Accepting Contributions from Candidates Post-Election

Blog

Susan Finkle-Sourlis, Leslie Barnes


Any fundraiser knows that donations for your nonprofit can be found in unexpected places, especially at this time of year. But did you know that you can receive donations from former political candidates and their campaigns? In the post-election landscape, nonprofits can accept gifts from former candidates who have lost their races and have determined not to run for office again. While we wouldn’t suggest a nonprofit rely on this avenue for their end-of-year campaign, these gifts (likely in the ballpark of a few hundred or a thousand dollars) can still help your bottom line.  
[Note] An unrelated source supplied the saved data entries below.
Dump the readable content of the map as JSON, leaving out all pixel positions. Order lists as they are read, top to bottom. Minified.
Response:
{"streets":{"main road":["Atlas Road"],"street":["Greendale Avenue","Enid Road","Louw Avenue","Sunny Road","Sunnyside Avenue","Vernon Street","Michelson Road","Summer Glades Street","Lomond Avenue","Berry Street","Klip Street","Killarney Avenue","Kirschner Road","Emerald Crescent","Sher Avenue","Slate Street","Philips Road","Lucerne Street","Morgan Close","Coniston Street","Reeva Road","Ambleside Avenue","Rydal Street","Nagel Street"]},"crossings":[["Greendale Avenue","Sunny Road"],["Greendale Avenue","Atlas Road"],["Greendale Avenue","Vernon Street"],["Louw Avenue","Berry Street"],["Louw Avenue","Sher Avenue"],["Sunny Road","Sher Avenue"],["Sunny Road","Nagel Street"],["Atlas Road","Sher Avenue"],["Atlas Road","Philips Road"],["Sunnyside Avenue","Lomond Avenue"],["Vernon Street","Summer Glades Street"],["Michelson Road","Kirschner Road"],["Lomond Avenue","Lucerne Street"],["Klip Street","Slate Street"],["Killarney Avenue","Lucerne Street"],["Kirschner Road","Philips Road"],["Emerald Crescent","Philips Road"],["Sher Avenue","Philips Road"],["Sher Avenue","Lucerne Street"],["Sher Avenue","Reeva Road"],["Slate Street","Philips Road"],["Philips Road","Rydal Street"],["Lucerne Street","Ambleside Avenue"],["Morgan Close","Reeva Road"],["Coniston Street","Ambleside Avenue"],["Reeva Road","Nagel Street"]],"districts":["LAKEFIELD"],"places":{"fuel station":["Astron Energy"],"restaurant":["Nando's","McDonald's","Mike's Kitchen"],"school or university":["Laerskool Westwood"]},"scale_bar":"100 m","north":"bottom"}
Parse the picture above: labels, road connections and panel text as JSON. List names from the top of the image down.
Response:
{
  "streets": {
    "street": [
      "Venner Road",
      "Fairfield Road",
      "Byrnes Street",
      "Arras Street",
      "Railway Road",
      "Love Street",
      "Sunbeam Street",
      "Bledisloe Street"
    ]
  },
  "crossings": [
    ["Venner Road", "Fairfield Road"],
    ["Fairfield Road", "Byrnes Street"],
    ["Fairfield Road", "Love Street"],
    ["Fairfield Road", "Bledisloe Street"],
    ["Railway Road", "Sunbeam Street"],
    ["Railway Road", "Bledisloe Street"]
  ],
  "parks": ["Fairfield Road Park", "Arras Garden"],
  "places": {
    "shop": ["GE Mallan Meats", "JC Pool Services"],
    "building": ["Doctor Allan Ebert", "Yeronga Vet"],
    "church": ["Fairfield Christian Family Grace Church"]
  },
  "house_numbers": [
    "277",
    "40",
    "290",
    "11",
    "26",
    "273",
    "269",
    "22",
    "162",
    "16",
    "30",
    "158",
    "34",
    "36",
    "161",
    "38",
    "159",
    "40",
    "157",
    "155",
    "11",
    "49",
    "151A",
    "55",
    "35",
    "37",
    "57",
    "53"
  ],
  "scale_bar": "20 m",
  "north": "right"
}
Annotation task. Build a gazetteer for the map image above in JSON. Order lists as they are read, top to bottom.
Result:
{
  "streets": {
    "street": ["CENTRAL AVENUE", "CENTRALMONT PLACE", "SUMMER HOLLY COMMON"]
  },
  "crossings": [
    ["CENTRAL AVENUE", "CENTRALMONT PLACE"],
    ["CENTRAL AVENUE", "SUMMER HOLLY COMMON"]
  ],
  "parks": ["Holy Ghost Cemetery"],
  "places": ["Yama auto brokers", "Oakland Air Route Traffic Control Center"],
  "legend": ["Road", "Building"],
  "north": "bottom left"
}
It is no surprise that there is a lot of money in politics. Candidates at the federal and state level must raise and spend an inordinate amount of funds in order to compete. During the 2018 midterm election, the average candidate for U.S. House of Representatives raised and spent over $2 million on their campaign. 

So what happens when the election is over? It will take time, even for an unsuccessful politician, to bring their account to zero and close its campaign. Candidates need to make final payments to staff, taxes, rent, and other overhead costs – but there are strict regulations on the use of excess funds. In no case may candidates use funds for their own personal use or make personal gifts to family members. But, laws often allow candidates to share their left-over campaign dollars with nonprofits. Bolder Advocacy often gets questions after the election from nonprofits who are wondering whether they can accept such donations. Organizations will want to consider many factors including public perception and the nonprofit’s overall relationship with the candidate to determine whether to accept a donation of excess campaign funds.  

Laws that Permit Candidates to Donate to Nonprofits 

What can a candidate who is no longer running for office do with any remaining funds? Candidates who ran for federal office may use the excess funds to make contributions to nonprofit organizations. The Federal Elections Commission outlines acceptable uses for excess campaign funds, including: 

  • Donations to charitable organizations defined in 26 U.S.C. § 170(c), unless the candidate receives compensation from the organization before the organization has expended the entire amount donated for purposes unrelated to the candidate’s personal benefit. 
  • Unlimited transfers to any national, state, or local political party committee; 
  • Donations to state and local candidates, pursuant to state law; and 
  • Any other lawful purpose, (which excludes personal use). 

Many states have similar regulations on using excess funds. However, the nonprofit and non-federal candidates should consult state law to determine to what extent a state or local candidate can use their excess funds. For example, the state of Washington allows candidates to only donate to a charity registered with the Washington Secretary of State. On the other hand, Ohio and Indiana’s law permits candidates to donate to a variety of nonprofits, including 501(c)(4) organizations. And some states’ laws imitate federal law and include a provision that prohibits candidate donations to a nonprofit by which the candidate is employed or otherwise compensated (e.g., Michigan). 

Reporting Candidate Donations 

Contributions could come in the form of monetary or in-kind gifts from campaign assets. Candidates may have more than unspent money, they may have acquired tangible property that might be donated to a nonprofit (ex. Cell phones, laptops, office furniture, supporter lists, etc). However, nonprofits and candidates alike must be mindful that they follow the rules when making and accepting donations.  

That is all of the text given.